Why are women more jobless than men?

This piece, started on National Women’s Day, the eighth of March, which is National Women’s Month, examines why joblessness (“walang trabaho” is what SWS survey respondents say) of women always exceeds that of men.

In December 2017, 26.7 percent of adult women in the labor force were jobless, compared to only 7.6 percent of adult men (see “Fourth Quarter 2017 Social Weather Survey: Adult joblessness falls to 15.7%; 5.9% lost their jobs involuntarily, 8.3% resigned; Net Optimism with job availability at record high Excellent +41,” www.sws.org.ph, posted 1/23/18).

The proportions pertain to the population at least 18 years old, being byproducts of the SWS quarterly survey of adults. The official definition of the labor force is different; it starts at age 15.

The latest joblessness rate of men is very good news—the first time in 14 years to be single-digit again.  It’s a very welcome fall from the 13.5 percent in September 2017.

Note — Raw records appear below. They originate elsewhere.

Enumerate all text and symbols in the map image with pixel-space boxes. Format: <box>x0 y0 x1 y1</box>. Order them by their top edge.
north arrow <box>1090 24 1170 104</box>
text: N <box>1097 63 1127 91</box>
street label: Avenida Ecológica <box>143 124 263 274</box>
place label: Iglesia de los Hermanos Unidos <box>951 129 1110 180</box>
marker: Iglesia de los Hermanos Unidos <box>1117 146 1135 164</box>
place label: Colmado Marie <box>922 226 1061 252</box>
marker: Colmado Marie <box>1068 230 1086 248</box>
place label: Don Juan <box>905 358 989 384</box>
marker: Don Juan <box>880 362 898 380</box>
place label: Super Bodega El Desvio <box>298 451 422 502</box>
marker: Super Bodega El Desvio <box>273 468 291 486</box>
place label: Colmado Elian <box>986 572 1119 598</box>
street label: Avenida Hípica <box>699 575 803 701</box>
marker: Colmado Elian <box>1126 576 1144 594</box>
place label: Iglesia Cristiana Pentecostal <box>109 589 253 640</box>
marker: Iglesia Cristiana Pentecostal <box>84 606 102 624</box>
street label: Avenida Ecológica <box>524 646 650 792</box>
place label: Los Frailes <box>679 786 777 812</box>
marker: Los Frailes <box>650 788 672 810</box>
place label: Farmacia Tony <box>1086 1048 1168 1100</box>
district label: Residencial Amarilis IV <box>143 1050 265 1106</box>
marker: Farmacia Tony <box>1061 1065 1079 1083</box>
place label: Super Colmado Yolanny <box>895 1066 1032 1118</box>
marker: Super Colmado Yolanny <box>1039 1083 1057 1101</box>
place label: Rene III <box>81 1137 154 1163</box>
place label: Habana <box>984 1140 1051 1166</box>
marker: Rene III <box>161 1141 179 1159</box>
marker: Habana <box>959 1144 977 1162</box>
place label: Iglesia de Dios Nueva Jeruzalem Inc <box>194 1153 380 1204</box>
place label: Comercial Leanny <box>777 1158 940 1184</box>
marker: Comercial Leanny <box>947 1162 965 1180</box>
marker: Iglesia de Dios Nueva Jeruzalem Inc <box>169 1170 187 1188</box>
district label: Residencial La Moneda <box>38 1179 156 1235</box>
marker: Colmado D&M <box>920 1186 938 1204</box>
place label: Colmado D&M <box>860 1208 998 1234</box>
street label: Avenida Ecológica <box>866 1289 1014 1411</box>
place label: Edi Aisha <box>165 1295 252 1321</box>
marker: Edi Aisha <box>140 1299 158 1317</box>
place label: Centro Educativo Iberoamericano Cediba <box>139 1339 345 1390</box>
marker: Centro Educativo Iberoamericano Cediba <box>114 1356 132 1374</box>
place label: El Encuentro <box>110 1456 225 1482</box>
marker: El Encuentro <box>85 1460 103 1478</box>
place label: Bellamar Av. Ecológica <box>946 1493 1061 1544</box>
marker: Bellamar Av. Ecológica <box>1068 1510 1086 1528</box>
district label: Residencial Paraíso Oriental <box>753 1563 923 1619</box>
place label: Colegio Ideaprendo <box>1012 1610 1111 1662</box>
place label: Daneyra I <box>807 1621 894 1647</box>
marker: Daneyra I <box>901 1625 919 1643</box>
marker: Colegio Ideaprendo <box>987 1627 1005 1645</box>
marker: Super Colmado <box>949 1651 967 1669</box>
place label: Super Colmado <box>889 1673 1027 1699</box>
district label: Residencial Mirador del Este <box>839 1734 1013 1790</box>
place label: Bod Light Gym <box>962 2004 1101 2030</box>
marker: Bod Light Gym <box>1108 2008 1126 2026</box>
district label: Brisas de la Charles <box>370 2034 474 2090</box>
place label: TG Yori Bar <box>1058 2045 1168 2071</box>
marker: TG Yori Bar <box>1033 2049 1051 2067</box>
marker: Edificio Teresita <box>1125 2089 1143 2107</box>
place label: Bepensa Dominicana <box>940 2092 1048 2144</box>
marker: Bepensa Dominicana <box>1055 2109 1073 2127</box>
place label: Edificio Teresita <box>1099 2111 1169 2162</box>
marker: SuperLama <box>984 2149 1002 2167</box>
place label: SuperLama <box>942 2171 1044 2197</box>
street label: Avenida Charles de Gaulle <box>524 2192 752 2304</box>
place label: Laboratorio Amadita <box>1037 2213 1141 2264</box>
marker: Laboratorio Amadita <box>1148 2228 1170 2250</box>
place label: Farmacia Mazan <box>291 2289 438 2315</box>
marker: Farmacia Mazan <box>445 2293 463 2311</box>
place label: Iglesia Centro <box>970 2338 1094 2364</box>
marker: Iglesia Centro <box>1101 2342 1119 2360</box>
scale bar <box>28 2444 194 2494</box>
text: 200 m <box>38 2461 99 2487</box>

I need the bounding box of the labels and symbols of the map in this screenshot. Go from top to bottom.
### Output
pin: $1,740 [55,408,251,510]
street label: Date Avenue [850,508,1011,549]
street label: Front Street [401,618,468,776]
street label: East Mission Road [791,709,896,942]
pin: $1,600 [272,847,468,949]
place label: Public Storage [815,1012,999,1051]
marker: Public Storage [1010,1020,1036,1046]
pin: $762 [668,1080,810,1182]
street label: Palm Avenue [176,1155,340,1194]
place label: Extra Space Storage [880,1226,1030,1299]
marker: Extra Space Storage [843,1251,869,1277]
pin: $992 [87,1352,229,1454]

The new female joblessness rate, however, is unchanged from its 26.5 percent in September. For the women’s percentage to be four times that of men is not unusual.  In the long series of SWS quarterly surveys, since September 1993, it reached at least 40 percent many times.  Women are never less jobless than men.

The job history of jobless women and men. Of the jobless men in December 2017, 18.4 percent were looking for work for the first time in their lives.  They were mainly young people.

Of the jobless women, on the other hand, only 6.3 percent were seeking their first job. Women, in general, go into and out of the labor force more frequently in their working lives, and they don’t stay in one job as long as men do.

Of the jobless men last December, only one-third (36.0 percent) had resigned from their work, while most (45.6 percent) had lost their jobs involuntarily. Of the  latter, many (33.5 percent) had completed an assignment and been unable to get a new one—i.e., they were “between jobs.” Another 8.6 percent had been laid off.  And 3.5 percent were from companies that had closed shop.

Of the jobless women, on the other hand, the majority (59.0 percent) had voluntarily resigned from their jobs.  That’s almost double the resignation rate of men.

Only 22.5 percent of the jobless women were between jobs; 4.1 percent had been laid off; and 8.0 percent had been in firms that closed shop.

Women resign mainly for family-related reasons. Three-fourths (72 percent) of the women that had resigned cited family reasons, such as getting married, having a child, having illness or death in the family, or having to change residence.  But only one-fourth (24 percent) of the men that resigned gave such reasons.

Complaints about low pay and/or low work benefits were reasons cited by one-fourth of those that resigned their jobs, equally for women (24 percent) and for men (27 percent).

Other reasons that men cited for leaving their jobs were overly long working hours (21 percent) and hazardous working conditions (23 percent).  These account for the remaining half of men’s resignations.

The women that cited low compensation or benefits were only 2 percent. Those that resigned because the work was bad for their health were only 4 percent.

The “joblessness” of women is only what appears in the market economy; women have constant work responsibility at home.